UK Web Focus (Brian Kelly)

Innovation and best practices for the Web

Attention – Services Unavailable!

Posted by Brian Kelly on 16 Mar 2009

Background

Bath University Computing Services (BUCS) is planning engineering work from 4:30 pm on Friday 27 March until 9:00 am on Monday 30th March 2009. This means that no UKOLN Web sites or services will be available for that period. Further information is available on the BUCS Web site.

Dissemination

As a variety of UKOLN services will be unavailable over the period (which is the weekend after next) we will need to ensure that our key stakeholders are informed (including our funders, JISC and MLA) and take steps to ensure that we alert anyone who may be making use of such services over this period – and possibly afterwards, if any unexpected problems are encountered.

Before alerting the key stakeholders we needed to identify affected services. As well as the obvious Web sites on a .ukoln.ac.uk domain there are also the Web sites, such as Exploit Interactive (http://www.exploit-lib.org/) and Cultivate Interactive (http://www.cultivate-int.org/)  which, although they are hosted locally, do not have an obvious dependency on UKOLN servers.

There was also a need to identify other network services besides Web sites. Being unable to send email messages or receive incoming email may be obvious, but do we have any services which rely on automated processing of emails (such as various Listserv mailing lists we host?)  Similarly what about other networked services besides Web and email – what about any LDAP services, streaming video services, Z39.50 services, etc. , etc.? And what about the services outside of Bath which may make use of our services? Will they degrade gracefully if our servers are unavailable over the weekend or mwill such services (which are not only external to us, but we may not even know they exist) fail or timeout as they await a response from our servers?

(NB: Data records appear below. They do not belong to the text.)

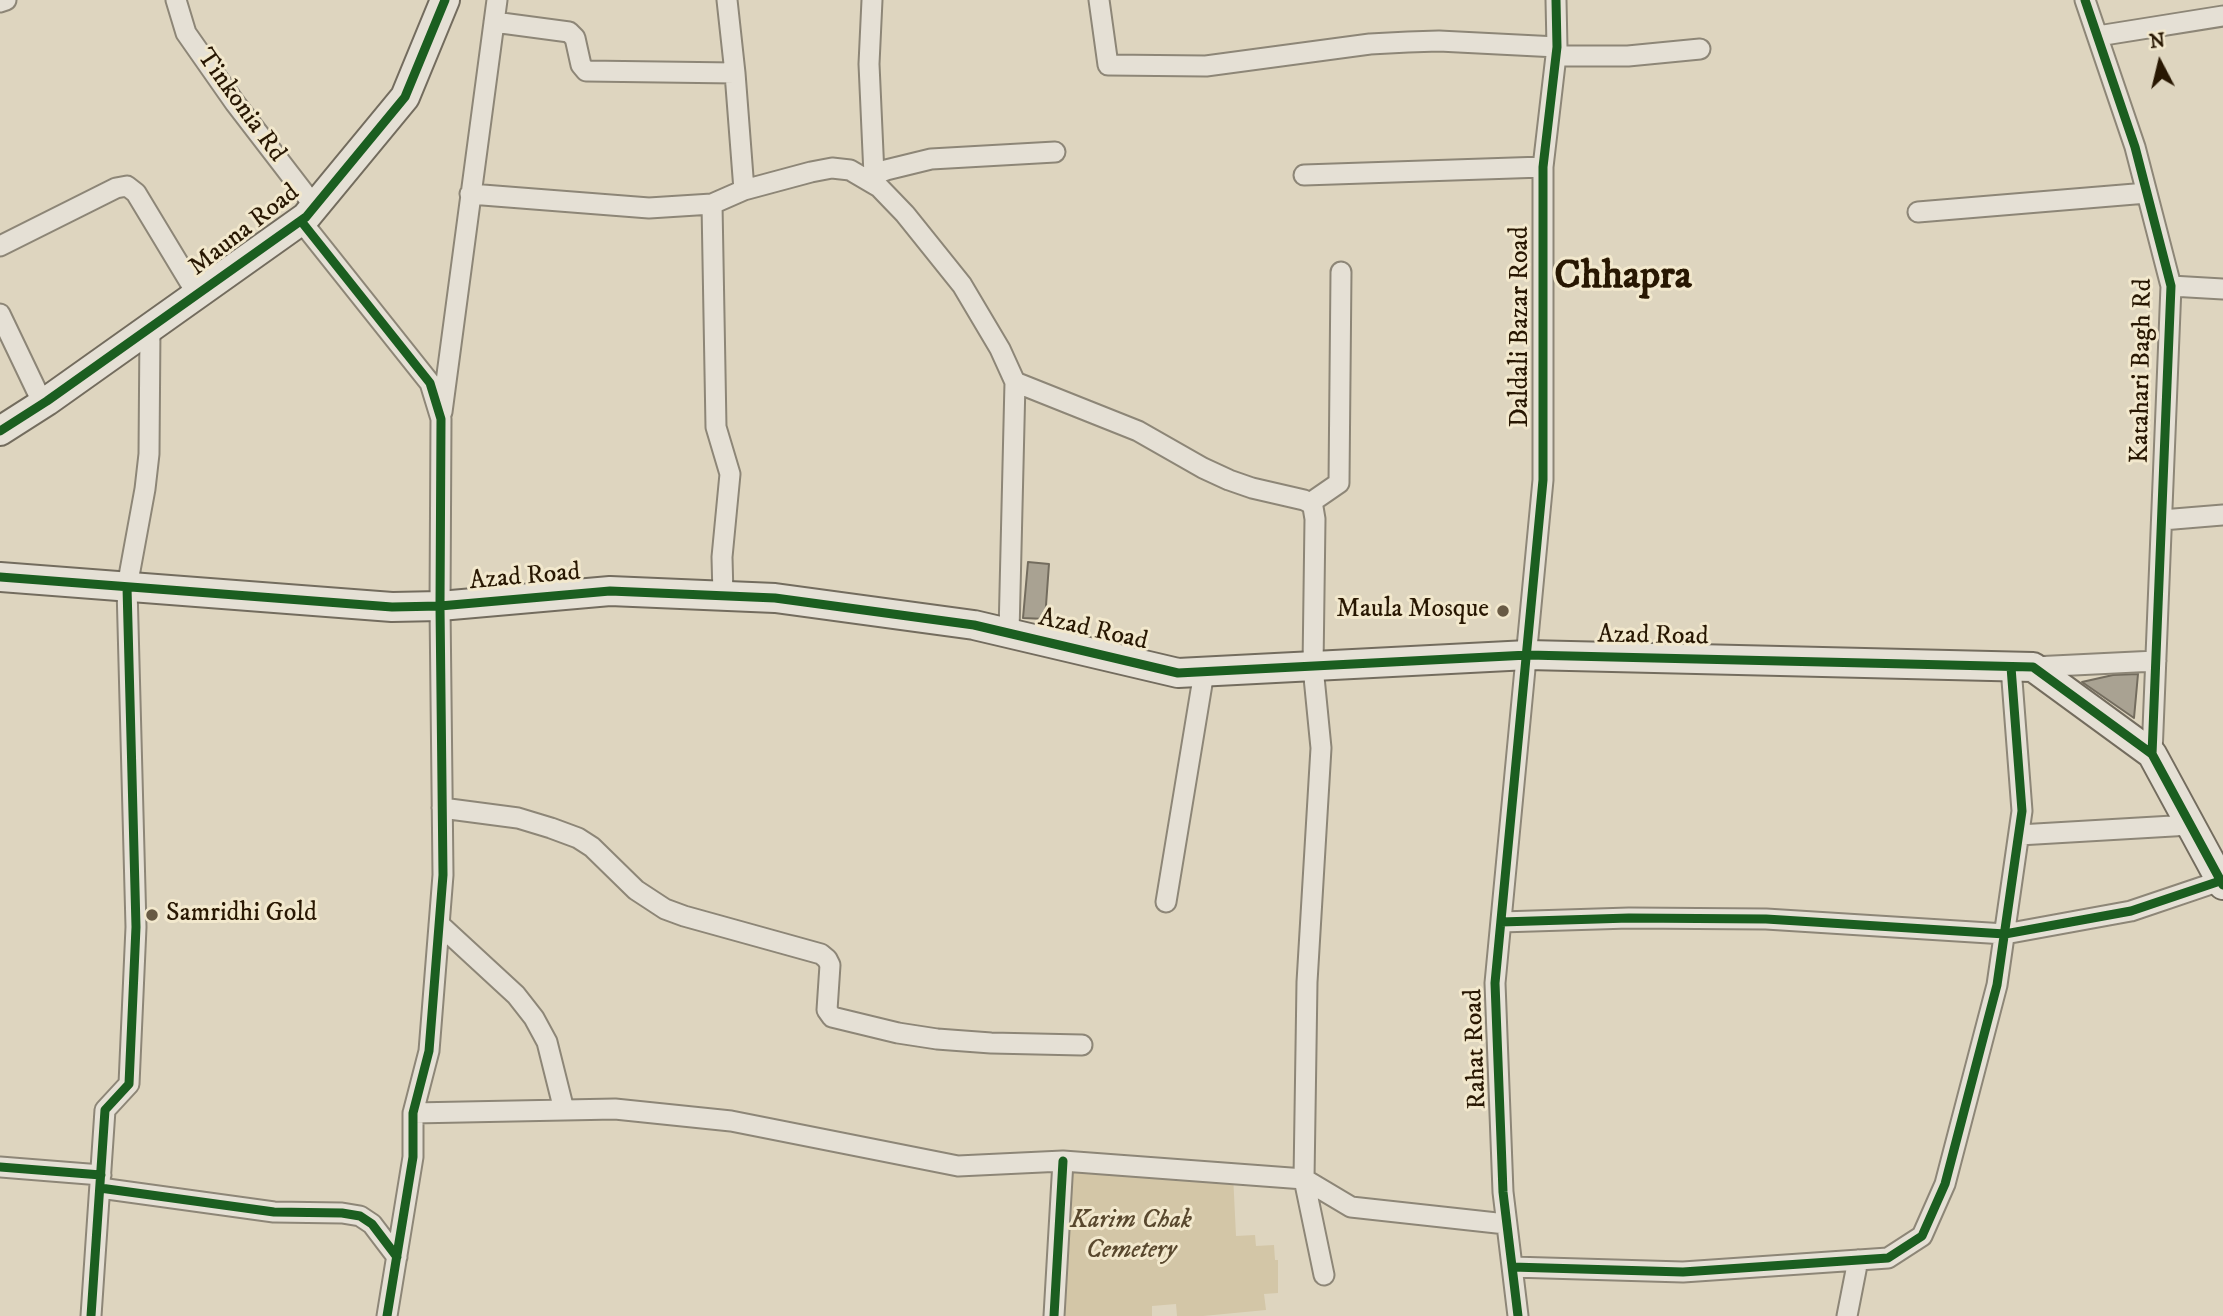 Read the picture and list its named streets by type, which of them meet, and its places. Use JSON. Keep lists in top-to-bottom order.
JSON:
{
  "streets": {
    "street": [
      "Tinkonia Rd",
      "Mauna Road",
      "Daldali Bazar Road",
      "Katahari Bagh Rd",
      "Azad Road",
      "Rahat Road"
    ]
  },
  "crossings": [
    ["Tinkonia Rd", "Mauna Road"],
    ["Daldali Bazar Road", "Azad Road"],
    ["Daldali Bazar Road", "Rahat Road"],
    ["Azad Road", "Rahat Road"]
  ],
  "districts": ["Chhapra"],
  "parks": ["Karim Chak Cemetery"],
  "places": ["Maula Mosque", "Samridhi Gold"],
  "north": "top"
}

Having (we hope!) identified the key services we need to disseminate the news of the unavailability of our services and the possible implications for other service providers who have dependencies on our services and the end user communities we need to make use of the various dissemination challenges in order to alert the various affected communities.

Clearly email has an important role to play in communication with the key stakeholders.  And we have provided an alert on UKOLN’s news service, which is also available via RSS. These are the obvious dissemination channels, but what else can we use?

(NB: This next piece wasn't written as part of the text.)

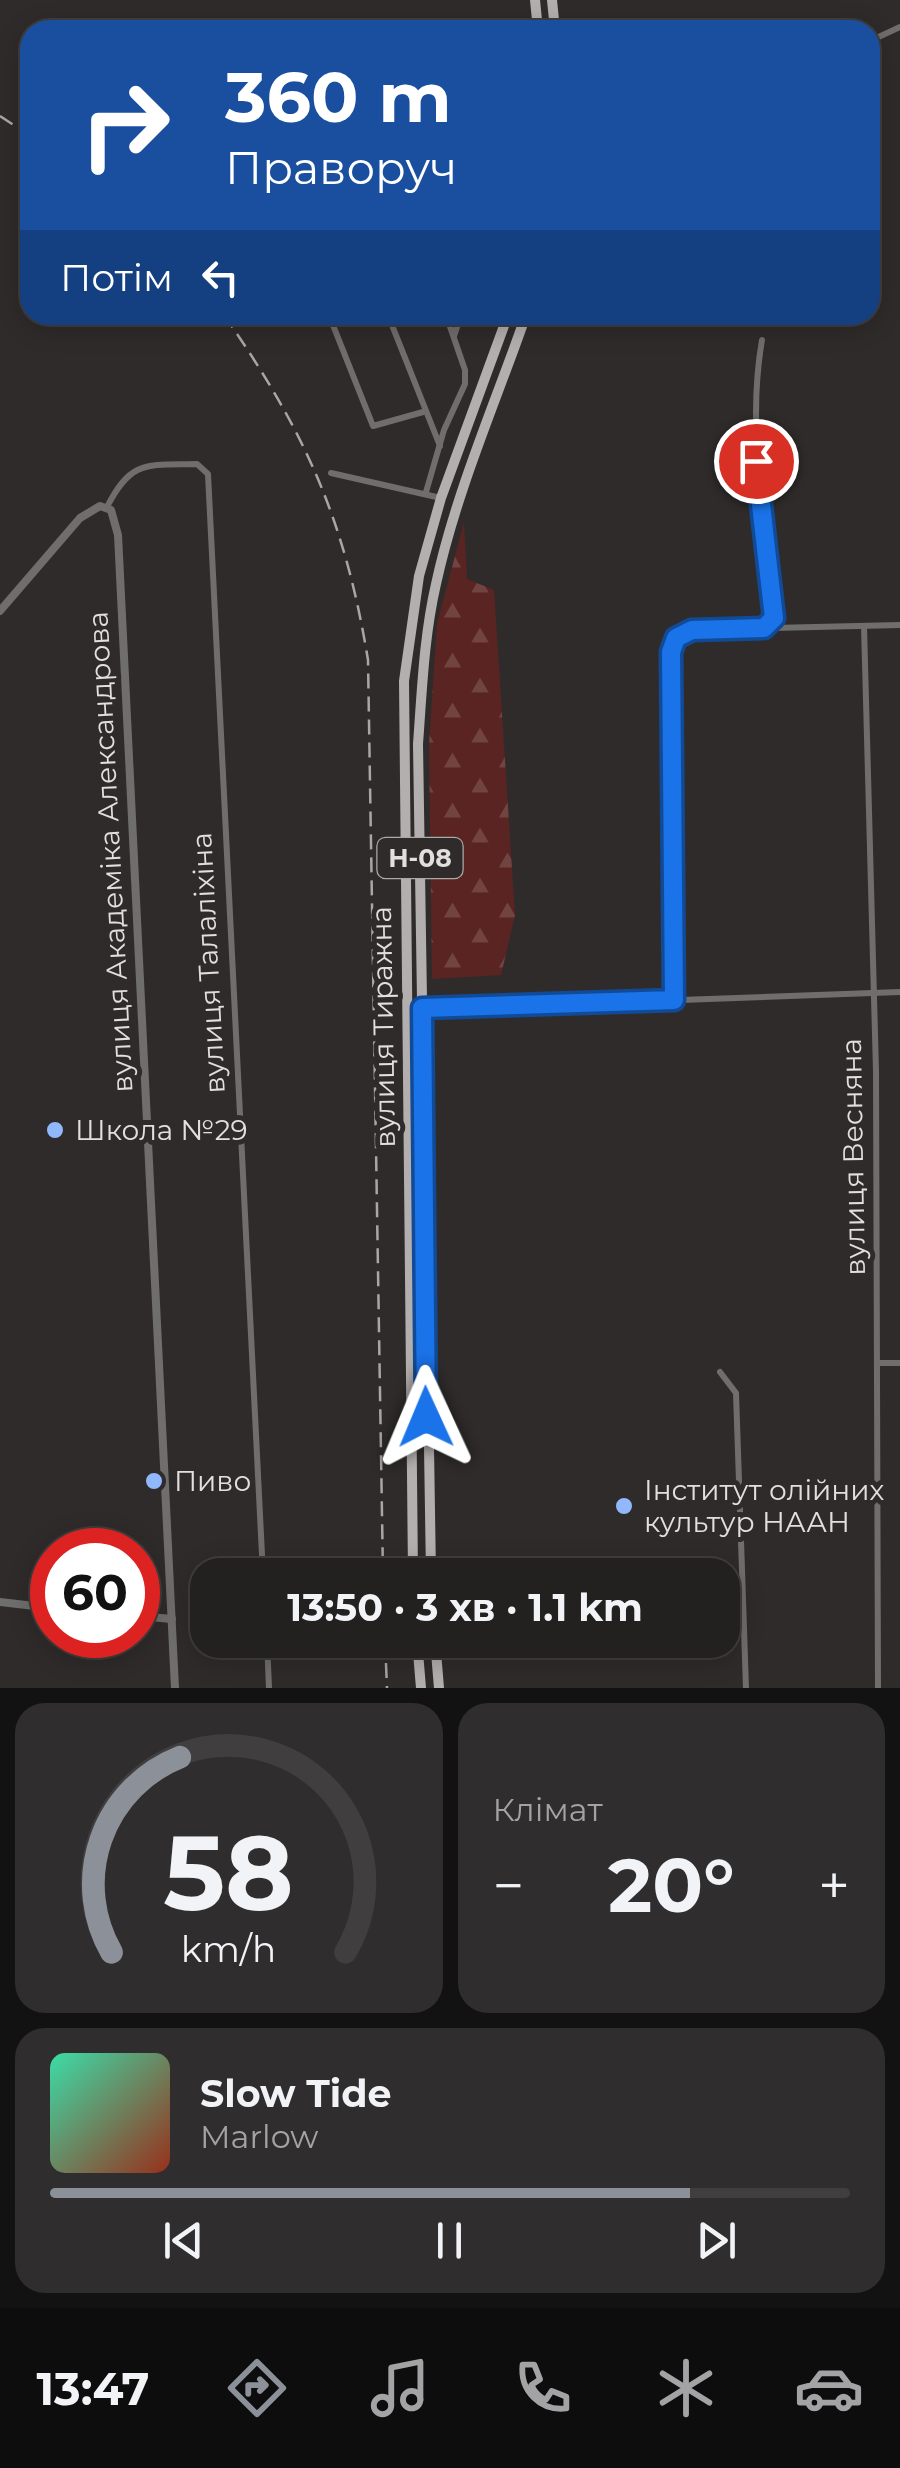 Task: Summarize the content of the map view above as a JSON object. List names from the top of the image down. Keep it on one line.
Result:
{"streets":{"main road":["Н-08","вулиця Тиражна"],"street":["вулиця Академіка Александрова","вулиця Талаліхіна","вулиця Весняна"]},"crossings":[["вулиця Академіка Александрова","вулиця Талаліхіна"]],"places":["Школа №29","Пиво","Інститут олійних культур НААН"],"page":{"turn":["360 m","Праворуч"],"then":"Потім","limit":"60","trip":"13:50 · 3 хв · 1.1 km","tile":"Клімат","heat":["−","20°","+"],"song":["Slow Tide","Marlow"],"tabs":"13:47","gauge":["58","km/h"]}}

In this blog post about the associated issues (which I’ll expand on in the following section) I’m also alerting readers of this blog (who may also be users of UKOLN – and Bath – services) of the scheduled downtime. And I will also use Twitter to send out an announcement about this post which will be followed by another tweet shortly before the services are brought down.

I’ve also updated the RSS feed for the QA Focus Web site and will do something similar shortly for the Exploit Interactive and Cultivate Interactive news feeds.

General Issues

Twitter posts about ArchivesHub downtimeFor this scheduled downtime we have had time to discuss the implications and make plans for informing our users. And we’ve had useful discussions with other affected parties in the University, including the e-learning unit.  But what about the wider issues such as whether a weekend of service down-time should be regarded as acceptable, whether we should provide mechanisms for prov9ding backup services which aren’t dependent on the local network or even looking to migrate our services to external providers?

We, of course, aren’t alone in having to consider such issues. Last week there were a number of Twitter posts about service problems with a number of MIMAS services including COPAC and the Archives Hub. And although  a MIMAS news item was published when the service was restored I felt that the various tweets which were published when the services first became at risk demonstrated how Twitted can be useful in immediate feedback and also a mechanism for feedback.

Back in January 2008 I wrote a post entitled When Web Sites Go Down which was concerned with the announcement by the University of Southampton that its Web site was down for scheduled maintenance from 2-4th January 2008. In light of the service unavailable of well-established services hosted by prestigious institutions such as the universities of Bath, Manchester and Southampton it might be timely to ask ourselves whether educational institutions need still to be involved in the hosting of widely used services? Wouldn’t it be better, we may ask, to leave hosting to the global organisations such as Google and Yahoo? But if that’s your view, reflect on a recent email sent out by Yahoo to users of the Yahoo Mail service:

From: “Yahoo! Mail” <noreply@email.yahoo-inc.com>
Date: 10 March 2009 23:50:43 GMT
To: Subject: Scheduled Maintenance
We are undertaking some essential, but extensive, maintenance to improve Yahoo! Mail this weekend. The maintenance is part of our ongoing efforts to give you the best Mail service we can.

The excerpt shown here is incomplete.